El problema viene cuando se da la vuelta a la tortilla y los chascarrillos cambian de dirección. Es entonces cuando el derecho a escribir lo que le venga a uno en gana deja de existir, y aparecen las amenazas de querellas y denuncias como las amapolas en primavera. Porque cada vez resulta más sencillo denostar y ridiculizar símbolos y creencias propios, sin importar la ofensa a millones de personas, mientras que opinar sobre determinados temas pasa a ser terreno vedado y blanco de las iras de los autodenominados “demócratas”.
Algo parecido pasa con la hipocresía, intrínseca de cierta izquierda, que se empeña en recordarnos los sufrimientos del mundo cuando se nos escapa una lágrima porque vemos arder un emblema de occidente como es Notre Dame. Su pináculo aún seguía en pie mientras eran millones los comentarios en todo el mundo que decían que eso era una banalidad comparado con el sufrimiento generado por la guerra en Siria o la tragedia de los inmigrantes en el Mar Mediterráneo. Y no les falta razón. Pero callan cuando hay muertos cada día en las calles de Caracas o justifican las décadas de tropelías del régimen de los Castro en Cuba.
Sin embargo, ni en un caso ni en el otro es comparable. Nos duele Notre Dame porque está al lado. Porque hemos estado bajo su ahora calcinado techo, porque la hemos visto en infinidad de películas y, sobre todo, porque es Europa. Es occidente. Representa todo aquello que nos queda cerca, física o culturalmente, un símbolo de nuestro modo de vida, tan parecido en París, Londres, Madrid o Nueva York.

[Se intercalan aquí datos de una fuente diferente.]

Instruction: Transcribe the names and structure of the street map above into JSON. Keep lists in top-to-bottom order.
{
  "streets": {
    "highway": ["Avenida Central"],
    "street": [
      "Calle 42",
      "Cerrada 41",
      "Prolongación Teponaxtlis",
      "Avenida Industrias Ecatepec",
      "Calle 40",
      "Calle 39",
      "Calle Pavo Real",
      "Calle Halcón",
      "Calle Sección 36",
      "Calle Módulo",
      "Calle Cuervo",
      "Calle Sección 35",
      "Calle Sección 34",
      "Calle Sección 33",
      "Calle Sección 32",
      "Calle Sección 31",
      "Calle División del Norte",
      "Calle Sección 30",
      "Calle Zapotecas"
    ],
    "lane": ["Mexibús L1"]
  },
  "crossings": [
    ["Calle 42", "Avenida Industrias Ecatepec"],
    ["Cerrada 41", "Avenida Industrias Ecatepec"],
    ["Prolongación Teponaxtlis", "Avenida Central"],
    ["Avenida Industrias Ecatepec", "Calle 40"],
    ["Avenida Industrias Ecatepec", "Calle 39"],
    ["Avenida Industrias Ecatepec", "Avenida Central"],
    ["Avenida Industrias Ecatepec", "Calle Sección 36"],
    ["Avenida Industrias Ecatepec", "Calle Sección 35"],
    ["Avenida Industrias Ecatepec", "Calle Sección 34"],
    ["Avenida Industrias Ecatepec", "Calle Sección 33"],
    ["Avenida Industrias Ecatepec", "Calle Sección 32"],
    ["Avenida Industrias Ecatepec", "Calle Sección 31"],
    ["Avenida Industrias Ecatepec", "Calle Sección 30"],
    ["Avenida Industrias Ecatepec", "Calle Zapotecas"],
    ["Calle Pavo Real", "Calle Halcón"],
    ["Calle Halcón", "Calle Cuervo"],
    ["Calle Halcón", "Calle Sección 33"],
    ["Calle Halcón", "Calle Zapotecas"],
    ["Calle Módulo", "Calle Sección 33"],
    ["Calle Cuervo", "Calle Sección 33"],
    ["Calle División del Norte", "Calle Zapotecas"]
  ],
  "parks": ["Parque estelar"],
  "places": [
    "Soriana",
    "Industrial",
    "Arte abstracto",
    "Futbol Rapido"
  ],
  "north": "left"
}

Ese mismo modo de vida que muchos, pese a tener un Iphone desde el que tuitear y una Smart TV para ver con una sonrisa la tradición arder, se empeñan en rechazar y menospreciar.
No se me olvidará el lunes 15 de abril de 2019 porque se cumplió la profecía y ardió París, con unas llamas que bien podían ser el símbolo de todo lo que fuimos y que está desapareciendo. Mejor dicho, que estamos destruyendo. Con nuestro cainismo y nuestro buenismo. Con nuestro desprecio sistemático y cada vez mayor de lo que nos ha convertido en la sociedad más avanzada de la historia de la humanidad, en todos los sentidos.
Pero que nadie dude. Reconstruiremos Nuestra Notre Dame.